Bill-O has met his match when it comes to loud mouthed bloviators. You know you're over the top when even Bill O'Reilly starts to sound mildly sane in comparison. Apparently The Donald promised O'Reilly the first interview after his big announcement this Tuesday, and it was everything we've come to expect from Trump.

Here's more on The O'Reilly Factor interview from Fox's blog: Trump Slams GOP Field: 'I Don't Have a Lot of Respect for Many of Them':

Trump sat down with Bill O'Reilly for his first post-announcement interview and discussed a variety of topics, including how he would defeat ISIS.

"I would find our proper general. I would find the Patton or the MacArthur," Trump said. "I would hit them so hard your head would spin."

Trump also weighed in on the Iran nuclear talks and asserted that the biggest problem the world faces right now is maniacs controlling nuclear weapons.

"Obama wants to play golf instead of deal with people," Trump said. "Part of being a leader is to get everybody in line."

What would you do about Vladimir Putin? O'Reilly asked.

"I would be willing to bet I would have a great relationship with Putin," Trump said, adding that the Russian president has no respect for Obama. "You can't have everybody hating you. The whole world hates us."

O'Reilly noted that during his announcement, Trump promised to build a wall along the southern border and make Mexico pay for it. "The Factor" host stated that there's no way that they will pay for it.

"You have to let me handle that," Trump said. "They will pay for the wall, and the wall will go up. And Mexico will start behaving. Mexico is not our friend."

As for his fellow GOP presidential candidates, Trump said, "I don't have a lot of respect for many of them."

"They're all talk. They're no action.
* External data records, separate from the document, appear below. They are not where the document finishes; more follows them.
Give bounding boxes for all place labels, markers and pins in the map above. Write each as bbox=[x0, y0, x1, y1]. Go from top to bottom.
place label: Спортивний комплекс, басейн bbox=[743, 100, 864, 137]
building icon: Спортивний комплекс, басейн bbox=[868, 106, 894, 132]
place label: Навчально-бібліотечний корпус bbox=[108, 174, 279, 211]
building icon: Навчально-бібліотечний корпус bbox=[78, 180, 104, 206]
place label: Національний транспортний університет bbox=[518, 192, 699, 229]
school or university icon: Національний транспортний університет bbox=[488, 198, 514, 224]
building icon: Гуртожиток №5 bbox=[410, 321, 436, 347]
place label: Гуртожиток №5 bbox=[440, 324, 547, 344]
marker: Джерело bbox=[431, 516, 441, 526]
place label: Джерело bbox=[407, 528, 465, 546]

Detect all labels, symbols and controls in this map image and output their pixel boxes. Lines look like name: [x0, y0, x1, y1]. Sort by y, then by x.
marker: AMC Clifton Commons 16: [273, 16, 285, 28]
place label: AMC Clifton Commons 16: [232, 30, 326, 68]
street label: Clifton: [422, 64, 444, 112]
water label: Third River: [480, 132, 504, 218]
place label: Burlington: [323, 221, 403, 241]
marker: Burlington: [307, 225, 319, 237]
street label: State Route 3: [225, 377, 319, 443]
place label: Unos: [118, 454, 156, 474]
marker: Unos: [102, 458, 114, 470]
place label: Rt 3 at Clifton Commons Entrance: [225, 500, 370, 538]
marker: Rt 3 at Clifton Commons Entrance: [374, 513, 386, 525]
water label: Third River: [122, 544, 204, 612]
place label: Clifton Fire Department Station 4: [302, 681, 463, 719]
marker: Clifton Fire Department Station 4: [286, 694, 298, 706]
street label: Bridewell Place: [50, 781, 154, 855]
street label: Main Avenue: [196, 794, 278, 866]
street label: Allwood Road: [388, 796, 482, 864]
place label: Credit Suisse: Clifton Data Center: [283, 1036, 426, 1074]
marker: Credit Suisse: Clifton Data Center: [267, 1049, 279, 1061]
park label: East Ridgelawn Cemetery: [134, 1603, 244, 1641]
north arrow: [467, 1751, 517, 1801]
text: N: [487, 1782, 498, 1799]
And they're totally controlled by their donors and by the lobbyists ... If we have another politician, this country's going down."

O'Reilly actually challenged Trump on most of his ridiculous over the top assertions and how he was going to make good on his promises, and Trump's answers generally amounted to him insisting that everyone and their grandmother was going to bend to his will.

Trump's going to force Putin to be friends with him. He's taking all that oil from Iraq no matter what anyone else thinks. China and Mexico are going to listen to him or else, and our Congress is going to take their marching orders from him as well. Yeah, good luck with that pal. Not that it matters what he says, since everyone knows this blowhard doesn't actually want to be president even if the public were insane enough to vote for him.

O'Reilly wrapped things up by asking him if he was going to "slash and burn" the other candidates if he gets into the debates and it seems we got our answer. Yes. That's exactly what he's going to do.

Pass the popcorn folks. He's going to cause a lot of heartburn until he drops out again, which we all know is coming sooner or later. He's going to inflict some real damage unless they can figure out a way to keep him out of these debates, and even if they keep him out of the debates, they can't keep him off of the TV for more interviews like this one. This guy's a one man wrecking crew with absolutely no filter.